After noticing that the CV9030 Bushmaster Mk44 AC penetration at longer distances felt too low compared to what I had read I made some serious dive into the wonderful land of APFSDS penetration theory and measurements. I compared the numbers to other autocannons starting with Swedish Bofors 40mm L/70 autocannon used in CV9040.
Contrary to what I stated in the first post I found out that the penetration doesn't depend linearily from momentum or kinetic energy. All other factors being stable the penetration of RHA is proportional to the e^(-1/v^2), where v is the velocity and e is Euler's number (a.k.a. Napier's constant).
When I had gathered the data all around the Internet I found out that the game formula works really well for every other gun than the CV90 guns. I also found out couple of oddities in the OOB which should probably be corrected anyway. The CV90 guns have what is advertised as low drag kinetic penetrators and they seem to retain their penetration capability rather well.
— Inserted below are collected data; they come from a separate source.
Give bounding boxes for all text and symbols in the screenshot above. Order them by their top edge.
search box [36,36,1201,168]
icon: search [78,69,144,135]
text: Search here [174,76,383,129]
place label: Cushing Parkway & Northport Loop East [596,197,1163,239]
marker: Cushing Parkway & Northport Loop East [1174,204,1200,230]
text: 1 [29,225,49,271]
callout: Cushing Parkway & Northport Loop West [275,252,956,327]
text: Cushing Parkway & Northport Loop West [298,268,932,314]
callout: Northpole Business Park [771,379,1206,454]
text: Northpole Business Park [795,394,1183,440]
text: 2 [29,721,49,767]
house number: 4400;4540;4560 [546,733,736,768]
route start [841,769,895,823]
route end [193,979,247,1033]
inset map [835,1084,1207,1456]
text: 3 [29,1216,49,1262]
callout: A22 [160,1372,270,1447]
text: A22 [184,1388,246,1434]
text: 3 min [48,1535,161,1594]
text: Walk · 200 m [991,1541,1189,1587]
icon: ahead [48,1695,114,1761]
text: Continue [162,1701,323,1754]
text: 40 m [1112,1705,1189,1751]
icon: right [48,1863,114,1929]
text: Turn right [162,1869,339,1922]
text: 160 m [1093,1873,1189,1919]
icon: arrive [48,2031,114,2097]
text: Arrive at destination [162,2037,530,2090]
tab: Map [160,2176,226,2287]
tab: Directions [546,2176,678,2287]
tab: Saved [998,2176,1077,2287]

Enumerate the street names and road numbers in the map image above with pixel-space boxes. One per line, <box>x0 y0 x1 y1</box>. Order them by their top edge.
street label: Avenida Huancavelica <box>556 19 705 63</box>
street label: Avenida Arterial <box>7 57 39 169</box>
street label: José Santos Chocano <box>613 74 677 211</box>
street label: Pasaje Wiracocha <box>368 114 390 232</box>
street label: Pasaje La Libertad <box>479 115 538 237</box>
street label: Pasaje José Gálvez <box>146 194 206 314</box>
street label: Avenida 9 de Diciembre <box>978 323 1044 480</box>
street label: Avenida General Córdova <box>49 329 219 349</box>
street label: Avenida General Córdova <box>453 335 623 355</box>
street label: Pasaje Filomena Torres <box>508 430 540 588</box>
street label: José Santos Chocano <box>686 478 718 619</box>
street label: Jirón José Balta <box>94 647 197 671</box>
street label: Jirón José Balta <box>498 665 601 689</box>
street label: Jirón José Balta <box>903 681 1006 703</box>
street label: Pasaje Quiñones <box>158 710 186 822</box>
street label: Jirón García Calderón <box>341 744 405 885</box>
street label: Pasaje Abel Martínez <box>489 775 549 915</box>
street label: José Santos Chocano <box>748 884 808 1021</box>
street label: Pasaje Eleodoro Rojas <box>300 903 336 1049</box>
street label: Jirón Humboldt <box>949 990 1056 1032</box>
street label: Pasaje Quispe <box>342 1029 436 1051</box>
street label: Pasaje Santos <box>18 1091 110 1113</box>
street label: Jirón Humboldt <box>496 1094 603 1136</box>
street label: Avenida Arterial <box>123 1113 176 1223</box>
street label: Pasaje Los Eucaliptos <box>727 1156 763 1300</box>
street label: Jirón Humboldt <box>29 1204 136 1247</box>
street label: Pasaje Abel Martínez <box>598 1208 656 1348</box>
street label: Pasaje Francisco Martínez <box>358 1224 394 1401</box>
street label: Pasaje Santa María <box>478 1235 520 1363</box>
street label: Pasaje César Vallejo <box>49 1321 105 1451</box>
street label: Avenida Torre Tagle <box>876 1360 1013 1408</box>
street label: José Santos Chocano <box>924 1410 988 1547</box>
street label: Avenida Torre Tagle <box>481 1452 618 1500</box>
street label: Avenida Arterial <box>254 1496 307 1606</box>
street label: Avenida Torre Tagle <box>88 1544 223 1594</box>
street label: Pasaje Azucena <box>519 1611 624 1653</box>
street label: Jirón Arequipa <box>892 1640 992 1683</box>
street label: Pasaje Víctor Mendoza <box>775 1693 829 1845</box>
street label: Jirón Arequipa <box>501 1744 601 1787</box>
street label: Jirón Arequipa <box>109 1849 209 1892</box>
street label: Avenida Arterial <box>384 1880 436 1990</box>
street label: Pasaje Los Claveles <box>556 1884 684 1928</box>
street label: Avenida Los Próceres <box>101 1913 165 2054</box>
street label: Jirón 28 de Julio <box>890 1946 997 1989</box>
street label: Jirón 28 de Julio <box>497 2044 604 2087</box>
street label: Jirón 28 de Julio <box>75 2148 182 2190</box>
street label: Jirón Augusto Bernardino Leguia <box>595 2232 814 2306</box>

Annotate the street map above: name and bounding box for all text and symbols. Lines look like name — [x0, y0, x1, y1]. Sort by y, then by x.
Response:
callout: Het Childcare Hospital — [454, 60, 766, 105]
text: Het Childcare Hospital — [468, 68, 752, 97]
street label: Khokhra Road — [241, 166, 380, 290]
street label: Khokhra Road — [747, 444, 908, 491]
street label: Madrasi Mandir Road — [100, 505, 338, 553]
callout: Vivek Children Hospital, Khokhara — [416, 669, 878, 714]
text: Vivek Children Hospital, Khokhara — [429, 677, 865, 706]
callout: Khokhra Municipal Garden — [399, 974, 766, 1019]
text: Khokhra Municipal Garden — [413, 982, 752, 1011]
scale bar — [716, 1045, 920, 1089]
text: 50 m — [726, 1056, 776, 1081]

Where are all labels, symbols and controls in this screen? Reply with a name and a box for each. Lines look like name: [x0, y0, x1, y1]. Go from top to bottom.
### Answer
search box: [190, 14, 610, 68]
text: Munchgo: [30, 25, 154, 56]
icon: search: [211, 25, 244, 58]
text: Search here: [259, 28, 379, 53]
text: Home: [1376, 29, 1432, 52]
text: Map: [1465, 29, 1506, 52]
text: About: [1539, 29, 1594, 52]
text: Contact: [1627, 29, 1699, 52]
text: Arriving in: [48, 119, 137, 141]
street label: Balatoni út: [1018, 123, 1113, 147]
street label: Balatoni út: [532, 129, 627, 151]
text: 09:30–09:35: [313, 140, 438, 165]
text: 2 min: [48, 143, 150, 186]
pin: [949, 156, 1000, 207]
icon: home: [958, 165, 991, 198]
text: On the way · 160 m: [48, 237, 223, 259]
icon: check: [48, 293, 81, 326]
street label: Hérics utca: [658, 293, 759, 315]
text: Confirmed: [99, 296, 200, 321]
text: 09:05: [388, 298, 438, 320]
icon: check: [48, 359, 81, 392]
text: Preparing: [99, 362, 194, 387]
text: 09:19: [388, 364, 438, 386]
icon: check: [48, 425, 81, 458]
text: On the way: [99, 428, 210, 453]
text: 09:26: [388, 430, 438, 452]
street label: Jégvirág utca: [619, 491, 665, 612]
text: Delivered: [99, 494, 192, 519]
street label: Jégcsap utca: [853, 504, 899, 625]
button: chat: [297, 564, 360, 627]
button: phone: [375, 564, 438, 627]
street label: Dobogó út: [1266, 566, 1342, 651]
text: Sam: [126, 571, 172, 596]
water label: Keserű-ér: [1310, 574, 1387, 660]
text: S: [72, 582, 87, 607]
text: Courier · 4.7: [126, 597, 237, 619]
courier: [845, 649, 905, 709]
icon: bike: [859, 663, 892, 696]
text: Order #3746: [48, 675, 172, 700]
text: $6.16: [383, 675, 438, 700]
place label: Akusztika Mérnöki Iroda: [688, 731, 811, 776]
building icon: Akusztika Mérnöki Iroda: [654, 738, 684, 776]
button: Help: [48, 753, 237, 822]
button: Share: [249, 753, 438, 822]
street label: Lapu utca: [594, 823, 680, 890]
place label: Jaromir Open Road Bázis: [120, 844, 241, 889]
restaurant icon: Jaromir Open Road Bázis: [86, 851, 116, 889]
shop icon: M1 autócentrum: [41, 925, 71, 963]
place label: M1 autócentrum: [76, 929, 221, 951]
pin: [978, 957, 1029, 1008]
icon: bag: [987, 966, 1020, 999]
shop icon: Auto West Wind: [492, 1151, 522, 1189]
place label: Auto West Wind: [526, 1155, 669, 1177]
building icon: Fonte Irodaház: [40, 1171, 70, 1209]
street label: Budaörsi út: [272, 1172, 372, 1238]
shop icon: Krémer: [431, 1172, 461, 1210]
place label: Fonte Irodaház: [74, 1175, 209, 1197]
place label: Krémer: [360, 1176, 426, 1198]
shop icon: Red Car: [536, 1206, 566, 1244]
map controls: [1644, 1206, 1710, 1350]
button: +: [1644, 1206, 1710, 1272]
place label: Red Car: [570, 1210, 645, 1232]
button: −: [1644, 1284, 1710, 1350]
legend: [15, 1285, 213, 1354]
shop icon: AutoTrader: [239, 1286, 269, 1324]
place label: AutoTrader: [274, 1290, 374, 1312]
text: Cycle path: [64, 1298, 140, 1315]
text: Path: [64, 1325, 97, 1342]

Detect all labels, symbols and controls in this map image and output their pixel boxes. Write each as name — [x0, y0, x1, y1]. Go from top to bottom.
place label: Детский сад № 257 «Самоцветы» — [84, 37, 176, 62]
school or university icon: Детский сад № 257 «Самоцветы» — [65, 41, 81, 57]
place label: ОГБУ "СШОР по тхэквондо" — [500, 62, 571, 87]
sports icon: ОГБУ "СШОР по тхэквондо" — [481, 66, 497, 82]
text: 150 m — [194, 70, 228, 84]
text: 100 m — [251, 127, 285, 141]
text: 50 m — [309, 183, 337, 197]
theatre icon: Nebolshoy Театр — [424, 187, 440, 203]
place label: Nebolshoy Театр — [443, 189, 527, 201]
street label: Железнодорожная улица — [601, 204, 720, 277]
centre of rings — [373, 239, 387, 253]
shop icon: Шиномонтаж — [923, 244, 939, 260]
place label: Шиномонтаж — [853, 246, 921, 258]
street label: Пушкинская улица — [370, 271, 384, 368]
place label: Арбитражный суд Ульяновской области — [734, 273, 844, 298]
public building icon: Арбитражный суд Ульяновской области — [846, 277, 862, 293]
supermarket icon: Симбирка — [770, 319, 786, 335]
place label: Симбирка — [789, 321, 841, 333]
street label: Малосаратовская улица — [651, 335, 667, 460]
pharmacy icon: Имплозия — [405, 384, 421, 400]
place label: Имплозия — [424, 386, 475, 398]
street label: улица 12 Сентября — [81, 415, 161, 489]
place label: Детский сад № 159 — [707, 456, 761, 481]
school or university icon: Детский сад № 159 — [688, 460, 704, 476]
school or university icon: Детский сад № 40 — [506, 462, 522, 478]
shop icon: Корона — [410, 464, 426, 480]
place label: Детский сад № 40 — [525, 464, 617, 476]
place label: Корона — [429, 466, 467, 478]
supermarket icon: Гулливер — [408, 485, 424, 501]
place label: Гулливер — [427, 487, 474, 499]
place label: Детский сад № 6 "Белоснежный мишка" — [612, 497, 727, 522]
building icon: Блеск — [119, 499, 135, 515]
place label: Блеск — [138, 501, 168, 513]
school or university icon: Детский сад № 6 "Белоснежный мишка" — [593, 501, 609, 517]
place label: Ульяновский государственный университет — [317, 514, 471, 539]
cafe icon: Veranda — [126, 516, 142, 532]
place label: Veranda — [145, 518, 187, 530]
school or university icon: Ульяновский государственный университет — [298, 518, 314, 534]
Bushmaster 30mm (note: ammunition may vary on Warfaretech values from others)
Penetration in mm.
Code:
+-----+----------+-----------+-----------------+
| km | Pen (RL) | Pen (OOB) | Source(s) |
+-----+----------+-----------+-----------------+
| 0 | 124 | 120 | Warfaretech |
| 0.5 | 116 | 100 | Warfaretech |
| 0.5 | 115 | 100 | Thesis* |
| 1.0 | 108 | 90 | Warfaretech |
| 1.0 | 100+ | 90 | Nammo |
| 1.0 | 100 | 90 | Thesis* |
| 1.5 | 100 | 80 | Thesis* |
| 1.5 | 100 | 80 | Warfaretech |
| 2.0 | 90 | 70 | Warfaretech |
| 2.0 | 80 | 70 | Thesis* |
| 2.5 | 84 | 60 | Warfaretech |
| 2.5 | 80 | 60 | Thesis* |
| 3.0 | 80 | 50 | Thesis* |
| 3.0 | 76 | 50 | Warfaretech |
+-----+----------+-----------+-----------------+
http://www.nammo.com/globalassets/pd...g_2014_web.pdf
https://www.doria.fi/bitstream/handl...pdf?sequence=1 (In Finnish)
http://warfaretech.blogspot.fi/2014/...ic-cannon.html
* = Thesis gives penetration values for three ranges, which makes the penetration figure probably overestimating at the long end (1500-3000m = 80 mm)
From these values and the Nammo given muzzle velocity I calculated the drag constant c = -0.1145. Using that drag constant and penetration-velocity equation fitting the data to the mathematical model gives the following estimates for penetration:
Code:
s (km) v (m/s) pen (mm)
0.0 1,430 122.0
0.5 1,350 115.0
1.0 1,275 107.6
1.5 1,204 99.8
2.0 1,137 91.8
2.5 1,074 83.6
3.0 1,014 75.3
This data is really well in line with the penetration figures given earlier.
If the penetration @0km is kept at 120mm (OOB Sabot pen: 12) then bumping the Sabot Range to 160 would give the closest response to RL penetration tables:
Code:
s (km) pen (mm) RL
0.0 120 122
0.5 120 115
1.0 110 108
1.5 100 100
2.0 90 92
2.5 80 84
3.0 70 75
The Swedish Bofors 40mm AC had data which seemed to contradict itself until I found out that Swedes have upgraded the APFSDS ammunition in 1997 and again in 2005! Luckily the 1997 change was only to make the round safer for the CV90 crew. Also the data is hard to find, so I only have a couple of sources.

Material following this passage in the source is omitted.